Recorded data
◆ ◆ ◆ ◆
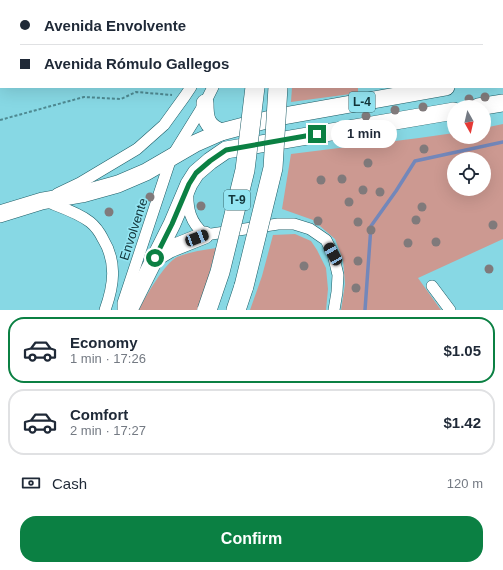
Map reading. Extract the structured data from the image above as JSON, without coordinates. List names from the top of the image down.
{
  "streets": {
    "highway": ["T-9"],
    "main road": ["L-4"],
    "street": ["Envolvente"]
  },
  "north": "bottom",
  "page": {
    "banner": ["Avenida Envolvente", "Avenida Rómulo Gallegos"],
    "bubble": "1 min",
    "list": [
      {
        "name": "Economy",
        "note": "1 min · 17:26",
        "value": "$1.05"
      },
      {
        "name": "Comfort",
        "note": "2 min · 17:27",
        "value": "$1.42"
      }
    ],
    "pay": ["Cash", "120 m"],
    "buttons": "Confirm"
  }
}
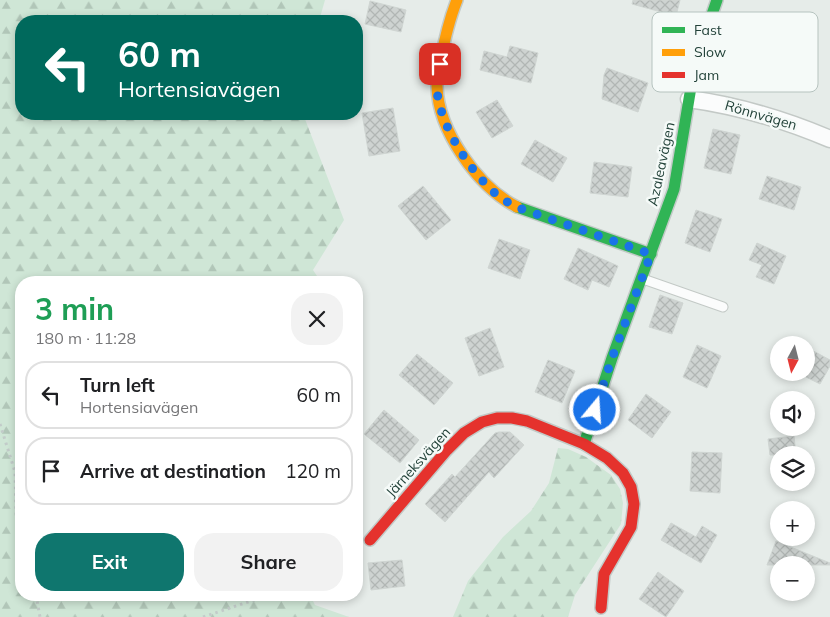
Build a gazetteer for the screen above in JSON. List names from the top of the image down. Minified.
◆ ◆ ◆ ◆
* **Task item**
Exclude the images and copy every record above exactly.

* **Task output**
Map reading. Extract the structured data from the image above as JSON, without coordinates. List names from the top of the image down.
{
  "streets": {
    "highway": ["T-9"],
    "main road": ["L-4"],
    "street": ["Envolvente"]
  },
  "north": "bottom",
  "page": {
    "banner": ["Avenida Envolvente", "Avenida Rómulo Gallegos"],
    "bubble": "1 min",
    "list": [
      {
        "name": "Economy",
        "note": "1 min · 17:26",
        "value": "$1.05"
      },
      {
        "name": "Comfort",
        "note": "2 min · 17:27",
        "value": "$1.42"
      }
    ],
    "pay": ["Cash", "120 m"],
    "buttons": "Confirm"
  }
}
Build a gazetteer for the screen above in JSON. List names from the top of the image down. Minified.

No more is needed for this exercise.